Weekend Side-trip to Healey Falls
This past holiday long weekend, we took a side trip to a place called Healey Falls. An impressively wide waterfall with a stepped limestone bed, it's a little dry this time of year, but one section was definitely worth photographing. The exposed limestone in itself presented some great opportunities to work with my wide angle lens. 

It also gave me an opportunity to test out the LO-ISO settings on my D750. Basically, I get two "unofficial" lower than advertised ISO settings LO-1 and LO-2, which effectively reduce my ISO to as low as 50, rather than the standard 100. This is rather handy on a bright sunny day, when I only have a polarizer for my 28-300mm lens, and none for my Rokinon 14mm. Every frame here (except the iPhone image) were exposed at LO-2 (ISO 50).

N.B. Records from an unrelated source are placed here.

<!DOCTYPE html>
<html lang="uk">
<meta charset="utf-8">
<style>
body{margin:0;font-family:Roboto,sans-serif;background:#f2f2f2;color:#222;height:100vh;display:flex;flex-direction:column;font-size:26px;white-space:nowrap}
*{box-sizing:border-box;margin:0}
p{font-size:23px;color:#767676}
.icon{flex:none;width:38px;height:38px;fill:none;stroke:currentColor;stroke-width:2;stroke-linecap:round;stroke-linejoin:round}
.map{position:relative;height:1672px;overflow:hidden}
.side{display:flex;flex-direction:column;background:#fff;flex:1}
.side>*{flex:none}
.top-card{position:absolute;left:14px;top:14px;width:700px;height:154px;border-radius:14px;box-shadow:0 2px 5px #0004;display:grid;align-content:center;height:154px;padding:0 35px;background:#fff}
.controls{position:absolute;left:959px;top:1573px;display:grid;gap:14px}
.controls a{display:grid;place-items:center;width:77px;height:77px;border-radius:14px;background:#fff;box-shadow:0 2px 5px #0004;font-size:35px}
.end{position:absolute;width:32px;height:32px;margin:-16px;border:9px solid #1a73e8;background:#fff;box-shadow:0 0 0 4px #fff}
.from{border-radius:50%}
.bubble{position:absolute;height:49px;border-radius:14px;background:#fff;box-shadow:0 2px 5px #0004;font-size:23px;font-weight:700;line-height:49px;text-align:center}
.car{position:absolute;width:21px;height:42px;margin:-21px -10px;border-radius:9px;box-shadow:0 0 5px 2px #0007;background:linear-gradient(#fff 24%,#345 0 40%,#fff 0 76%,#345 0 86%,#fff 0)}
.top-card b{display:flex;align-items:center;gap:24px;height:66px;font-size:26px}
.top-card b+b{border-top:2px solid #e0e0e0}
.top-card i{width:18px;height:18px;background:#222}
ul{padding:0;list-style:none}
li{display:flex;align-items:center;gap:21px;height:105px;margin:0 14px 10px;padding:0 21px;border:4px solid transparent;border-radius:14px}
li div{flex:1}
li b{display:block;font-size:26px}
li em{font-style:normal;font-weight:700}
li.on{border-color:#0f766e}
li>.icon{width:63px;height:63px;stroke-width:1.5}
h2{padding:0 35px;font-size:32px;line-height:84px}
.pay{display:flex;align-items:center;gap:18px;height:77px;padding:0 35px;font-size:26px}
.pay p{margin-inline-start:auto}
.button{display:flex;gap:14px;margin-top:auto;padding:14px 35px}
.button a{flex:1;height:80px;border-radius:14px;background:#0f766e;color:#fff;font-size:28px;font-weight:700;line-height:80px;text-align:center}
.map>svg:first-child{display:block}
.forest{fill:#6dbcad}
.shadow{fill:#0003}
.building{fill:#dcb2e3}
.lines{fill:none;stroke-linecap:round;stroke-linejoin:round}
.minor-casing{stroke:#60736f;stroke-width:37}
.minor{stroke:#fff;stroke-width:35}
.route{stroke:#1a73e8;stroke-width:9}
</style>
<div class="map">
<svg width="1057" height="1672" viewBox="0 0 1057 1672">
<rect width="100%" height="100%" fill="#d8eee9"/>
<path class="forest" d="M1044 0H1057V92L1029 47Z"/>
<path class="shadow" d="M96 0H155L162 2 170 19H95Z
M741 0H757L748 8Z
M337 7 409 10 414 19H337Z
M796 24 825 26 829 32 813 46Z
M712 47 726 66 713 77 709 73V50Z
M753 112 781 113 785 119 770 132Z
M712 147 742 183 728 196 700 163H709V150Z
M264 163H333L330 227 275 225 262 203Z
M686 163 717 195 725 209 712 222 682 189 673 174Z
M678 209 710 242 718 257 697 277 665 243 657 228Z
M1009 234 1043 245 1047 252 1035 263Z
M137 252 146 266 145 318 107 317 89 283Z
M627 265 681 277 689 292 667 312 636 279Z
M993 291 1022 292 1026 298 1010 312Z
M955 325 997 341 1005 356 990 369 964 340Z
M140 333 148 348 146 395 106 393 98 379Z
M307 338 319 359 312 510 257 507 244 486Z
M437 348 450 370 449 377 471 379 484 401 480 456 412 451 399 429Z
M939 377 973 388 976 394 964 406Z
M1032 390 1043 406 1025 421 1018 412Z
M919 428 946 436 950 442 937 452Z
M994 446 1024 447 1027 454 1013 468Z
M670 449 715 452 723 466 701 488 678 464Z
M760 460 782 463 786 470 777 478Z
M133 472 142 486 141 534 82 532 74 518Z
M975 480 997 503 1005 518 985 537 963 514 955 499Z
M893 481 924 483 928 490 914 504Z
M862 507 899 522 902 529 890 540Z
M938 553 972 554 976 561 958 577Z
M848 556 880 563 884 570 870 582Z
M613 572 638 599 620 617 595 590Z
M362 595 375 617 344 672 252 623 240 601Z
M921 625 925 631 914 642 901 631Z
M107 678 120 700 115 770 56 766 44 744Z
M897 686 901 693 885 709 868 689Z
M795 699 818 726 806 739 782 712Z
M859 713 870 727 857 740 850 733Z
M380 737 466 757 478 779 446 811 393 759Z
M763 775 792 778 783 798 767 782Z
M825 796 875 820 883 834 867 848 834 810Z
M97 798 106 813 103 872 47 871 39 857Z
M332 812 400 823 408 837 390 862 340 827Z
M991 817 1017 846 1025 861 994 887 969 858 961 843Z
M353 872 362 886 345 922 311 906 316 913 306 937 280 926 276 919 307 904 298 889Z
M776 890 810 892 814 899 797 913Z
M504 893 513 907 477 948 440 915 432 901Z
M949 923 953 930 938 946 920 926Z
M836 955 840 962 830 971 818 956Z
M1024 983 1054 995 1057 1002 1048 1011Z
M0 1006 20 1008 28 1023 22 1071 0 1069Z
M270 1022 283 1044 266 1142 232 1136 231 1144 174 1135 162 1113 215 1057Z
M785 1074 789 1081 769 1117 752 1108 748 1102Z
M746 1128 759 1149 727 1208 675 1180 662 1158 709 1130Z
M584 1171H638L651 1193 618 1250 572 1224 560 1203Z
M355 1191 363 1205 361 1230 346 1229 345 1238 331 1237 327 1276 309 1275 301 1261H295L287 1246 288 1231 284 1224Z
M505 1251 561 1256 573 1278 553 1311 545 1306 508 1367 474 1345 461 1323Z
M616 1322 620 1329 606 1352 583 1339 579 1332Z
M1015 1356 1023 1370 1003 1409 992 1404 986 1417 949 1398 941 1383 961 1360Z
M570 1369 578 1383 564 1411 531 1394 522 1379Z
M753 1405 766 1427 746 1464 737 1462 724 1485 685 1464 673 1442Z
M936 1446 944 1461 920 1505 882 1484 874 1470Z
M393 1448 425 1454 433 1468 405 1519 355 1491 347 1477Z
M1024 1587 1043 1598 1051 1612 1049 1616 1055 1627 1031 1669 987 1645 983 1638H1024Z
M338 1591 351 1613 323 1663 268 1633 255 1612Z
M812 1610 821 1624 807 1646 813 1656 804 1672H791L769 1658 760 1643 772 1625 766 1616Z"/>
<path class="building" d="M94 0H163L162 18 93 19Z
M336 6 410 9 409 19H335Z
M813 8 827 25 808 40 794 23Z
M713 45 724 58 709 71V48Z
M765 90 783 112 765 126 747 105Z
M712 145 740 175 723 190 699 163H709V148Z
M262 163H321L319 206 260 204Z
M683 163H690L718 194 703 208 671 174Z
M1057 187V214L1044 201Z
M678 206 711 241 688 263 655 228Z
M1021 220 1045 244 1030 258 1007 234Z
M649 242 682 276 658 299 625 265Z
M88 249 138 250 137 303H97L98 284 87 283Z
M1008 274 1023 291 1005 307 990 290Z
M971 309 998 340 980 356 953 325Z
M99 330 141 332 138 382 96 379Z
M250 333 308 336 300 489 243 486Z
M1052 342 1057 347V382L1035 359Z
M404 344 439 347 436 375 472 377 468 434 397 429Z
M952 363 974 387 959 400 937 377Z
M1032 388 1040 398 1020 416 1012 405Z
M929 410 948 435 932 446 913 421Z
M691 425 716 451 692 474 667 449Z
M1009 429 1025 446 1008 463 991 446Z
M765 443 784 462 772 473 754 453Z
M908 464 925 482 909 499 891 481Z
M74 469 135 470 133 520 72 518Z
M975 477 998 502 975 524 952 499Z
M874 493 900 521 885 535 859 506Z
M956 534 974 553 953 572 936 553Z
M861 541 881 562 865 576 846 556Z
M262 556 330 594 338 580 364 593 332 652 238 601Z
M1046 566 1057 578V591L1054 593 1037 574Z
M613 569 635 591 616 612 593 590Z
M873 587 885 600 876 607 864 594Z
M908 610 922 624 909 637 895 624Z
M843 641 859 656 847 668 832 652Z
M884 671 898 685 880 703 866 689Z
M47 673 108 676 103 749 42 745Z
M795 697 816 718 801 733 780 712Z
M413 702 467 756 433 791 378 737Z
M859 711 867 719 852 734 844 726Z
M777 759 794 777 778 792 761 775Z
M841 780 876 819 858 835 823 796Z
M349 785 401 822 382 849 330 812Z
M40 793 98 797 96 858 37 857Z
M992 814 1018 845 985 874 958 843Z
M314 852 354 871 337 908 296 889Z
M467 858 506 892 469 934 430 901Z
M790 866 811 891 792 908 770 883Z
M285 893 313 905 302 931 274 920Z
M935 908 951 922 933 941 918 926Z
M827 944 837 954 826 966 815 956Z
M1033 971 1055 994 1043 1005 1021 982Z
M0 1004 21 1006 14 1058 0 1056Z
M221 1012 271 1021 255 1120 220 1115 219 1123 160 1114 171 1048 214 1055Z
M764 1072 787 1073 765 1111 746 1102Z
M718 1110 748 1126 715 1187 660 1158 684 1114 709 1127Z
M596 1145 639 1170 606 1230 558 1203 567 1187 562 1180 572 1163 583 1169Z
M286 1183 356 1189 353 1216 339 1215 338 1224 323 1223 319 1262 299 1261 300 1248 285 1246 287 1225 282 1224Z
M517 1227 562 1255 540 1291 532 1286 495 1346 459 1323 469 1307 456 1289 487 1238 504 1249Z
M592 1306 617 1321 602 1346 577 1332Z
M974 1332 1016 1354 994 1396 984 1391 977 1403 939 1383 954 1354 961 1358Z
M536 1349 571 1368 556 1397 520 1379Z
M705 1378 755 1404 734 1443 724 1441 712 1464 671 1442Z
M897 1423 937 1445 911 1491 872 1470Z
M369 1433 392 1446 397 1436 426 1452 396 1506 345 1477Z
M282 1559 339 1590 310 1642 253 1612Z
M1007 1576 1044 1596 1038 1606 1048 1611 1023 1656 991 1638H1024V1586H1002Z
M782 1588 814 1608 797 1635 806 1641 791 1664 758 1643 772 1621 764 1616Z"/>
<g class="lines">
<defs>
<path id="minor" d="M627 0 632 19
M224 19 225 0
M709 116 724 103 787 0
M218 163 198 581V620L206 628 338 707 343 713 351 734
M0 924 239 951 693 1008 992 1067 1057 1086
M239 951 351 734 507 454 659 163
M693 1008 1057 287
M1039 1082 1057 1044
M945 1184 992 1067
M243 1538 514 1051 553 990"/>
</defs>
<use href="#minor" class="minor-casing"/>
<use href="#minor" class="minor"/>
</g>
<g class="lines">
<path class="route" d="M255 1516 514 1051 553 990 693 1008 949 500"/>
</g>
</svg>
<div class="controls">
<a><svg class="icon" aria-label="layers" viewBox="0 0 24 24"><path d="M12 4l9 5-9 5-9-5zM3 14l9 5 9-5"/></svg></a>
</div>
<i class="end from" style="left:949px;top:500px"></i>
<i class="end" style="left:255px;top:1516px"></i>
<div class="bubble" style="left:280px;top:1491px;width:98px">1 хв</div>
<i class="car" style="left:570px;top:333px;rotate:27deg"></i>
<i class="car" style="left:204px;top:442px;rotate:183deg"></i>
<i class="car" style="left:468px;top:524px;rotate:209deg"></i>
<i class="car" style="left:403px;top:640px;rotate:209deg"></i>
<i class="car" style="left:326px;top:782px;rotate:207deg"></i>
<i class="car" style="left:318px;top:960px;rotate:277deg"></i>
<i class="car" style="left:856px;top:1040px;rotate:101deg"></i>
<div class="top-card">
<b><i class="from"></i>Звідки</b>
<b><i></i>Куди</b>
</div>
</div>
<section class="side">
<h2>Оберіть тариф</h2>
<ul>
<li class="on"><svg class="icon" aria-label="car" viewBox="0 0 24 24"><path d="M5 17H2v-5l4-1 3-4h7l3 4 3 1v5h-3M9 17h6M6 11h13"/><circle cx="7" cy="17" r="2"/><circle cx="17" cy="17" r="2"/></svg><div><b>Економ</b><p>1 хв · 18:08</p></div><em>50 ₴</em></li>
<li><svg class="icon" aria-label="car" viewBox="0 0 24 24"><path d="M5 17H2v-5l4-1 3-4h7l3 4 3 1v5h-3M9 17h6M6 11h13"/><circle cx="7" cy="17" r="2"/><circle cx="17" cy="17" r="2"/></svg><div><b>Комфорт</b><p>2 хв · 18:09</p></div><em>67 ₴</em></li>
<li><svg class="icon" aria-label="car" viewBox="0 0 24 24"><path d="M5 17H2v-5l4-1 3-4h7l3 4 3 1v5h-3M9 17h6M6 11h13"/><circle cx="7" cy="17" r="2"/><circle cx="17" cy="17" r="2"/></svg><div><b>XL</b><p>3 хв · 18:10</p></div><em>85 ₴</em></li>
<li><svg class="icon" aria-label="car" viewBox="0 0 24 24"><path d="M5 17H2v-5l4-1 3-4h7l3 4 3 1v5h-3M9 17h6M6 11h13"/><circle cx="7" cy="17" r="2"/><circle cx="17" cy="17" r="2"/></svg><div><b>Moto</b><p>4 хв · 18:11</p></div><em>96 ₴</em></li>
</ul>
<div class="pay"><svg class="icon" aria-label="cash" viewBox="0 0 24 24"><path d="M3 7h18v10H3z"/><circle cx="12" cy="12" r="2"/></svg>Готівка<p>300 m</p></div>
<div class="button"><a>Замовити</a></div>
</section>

I spent some time pulling in the shadow detail as well; in Lightroom, using both local and global adjustments. The scene was VERY high contrast, but the RAW captures I made managed to retain quite a bit of shadow information.
This is the one iPhone shot I included as it gives a decent panoramic view of the entire waterfall.
Two-frame HDR, merged in Lightroom.
LO-2 (ISO 50) setting, with a polarizer.
Negative Clarity setting to create a dreamlike feel.
Going for that dreamy infrared look...
I have always wanted to capture one of those misty waterfall shots. Not the kind full of blurred, rushing water - I like those and can capture them easily enough - but the more subtle shots, where it's thin strands or rivulets of water dripping down. For that reason alone, this is probably my favorite image. Combined with a customized infrared preset, I'm very pleased with the look and mood of this image.
Two-image panoramic, stitched in Lightroom.